Starting point is 00:11:23 And that was a game that during production, it sort of changed from fly anywhere to, oh, no, we really need to stick on one path. No, it was always, it was always a straight on-rails shooting game. Oh, it was basically, you know, we used Starblade as the inspiration, basically. Oh, okay. Because, you know, you have things like, you know, the side-scrolling shooters, like, like, uh, you know, Zavius or Defender and stuff like that. It was a 3D version of one of those kind of games. It's where the aliens, you have aliens,
Starting point is 00:11:58 waves of aliens, waves of enemy, whatever, and then a boss at the end, and then you finish that next level sort of thing.

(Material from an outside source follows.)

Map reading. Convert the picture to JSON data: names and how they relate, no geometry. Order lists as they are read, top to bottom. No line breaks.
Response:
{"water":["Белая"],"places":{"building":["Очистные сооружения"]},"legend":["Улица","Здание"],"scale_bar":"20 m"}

So it was basically a 3D version of one of those kind of games. So there was never a discussion about free roaming 3D. But after Star Fox, how long would you say, because Star Fox, I think, is 93, give or take. A few years, you know, at that point, do you already, when you're making Star Fox, are they already like, hey, we've got a new console, or is it, I don't know, how many years of Leadway do you get on that kind of new? Yeah, there's always overlap. So I think after Star Fox, I'm trying to think of the timeline here.

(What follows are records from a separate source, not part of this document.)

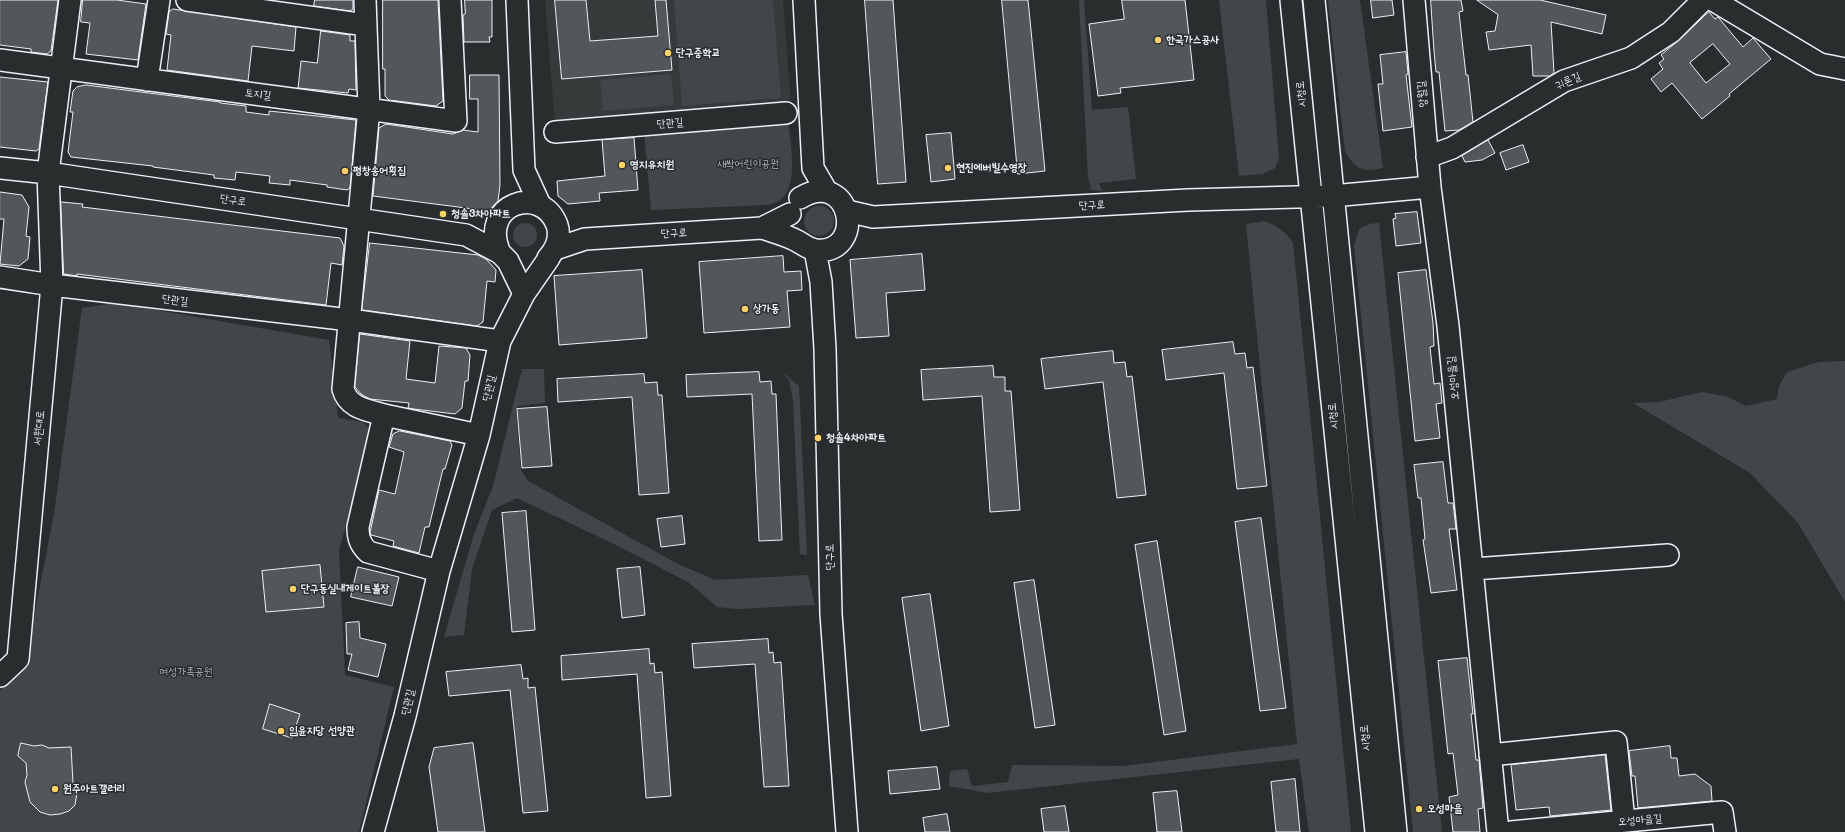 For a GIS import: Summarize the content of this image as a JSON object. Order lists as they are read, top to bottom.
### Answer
{
  "streets": {
    "street": [
      "귀론길",
      "토지길",
      "시청로",
      "앙월길",
      "단관길",
      "단구로",
      "오성마을길",
      "서원대로"
    ]
  },
  "crossings": [
    ["귀론길", "앙월길"],
    ["토지길", "서원대로"],
    ["시청로", "단구로"],
    ["앙월길", "오성마을길"],
    ["단관길", "단구로"],
    ["단관길", "서원대로"],
    ["단구로", "서원대로"]
  ],
  "parks": ["새싹어린이공원", "여성가족공원"],
  "places": [
    "한국가스공사",
    "단구중학교",
    "영지유치원",
    "현진에버빌수영장",
    "평창송어횟집",
    "청솔3차아파트",
    "상가동",
    "청솔4차아파트",
    "단구동실내게이트볼장",
    "임윤지당 선양관",
    "원주아트갤러리",
    "오성마을"
  ]
}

Starting point is 00:12:34 you made wild tracks next yeah um but they most they were also making star fox two at the time we were making wild tracks and i get yeah i guess by the time wild tracks came out and star fox two was winding up that's when the n64 was just being made not released of us and i think that was the reasoning behind not actually releasing star fox two is the fact that it would overlap with n64 right so it's it's sort of sat in a shelf for a very long time until emerging a couple years ago, much to everyone's surprise on the Super Nintendo classic. Yeah, yeah. I was actually impressed they actually kept that ROM, or a working ROM that was, you know, more or less bug-free. Really delightful surprise, I think, for all parties involved.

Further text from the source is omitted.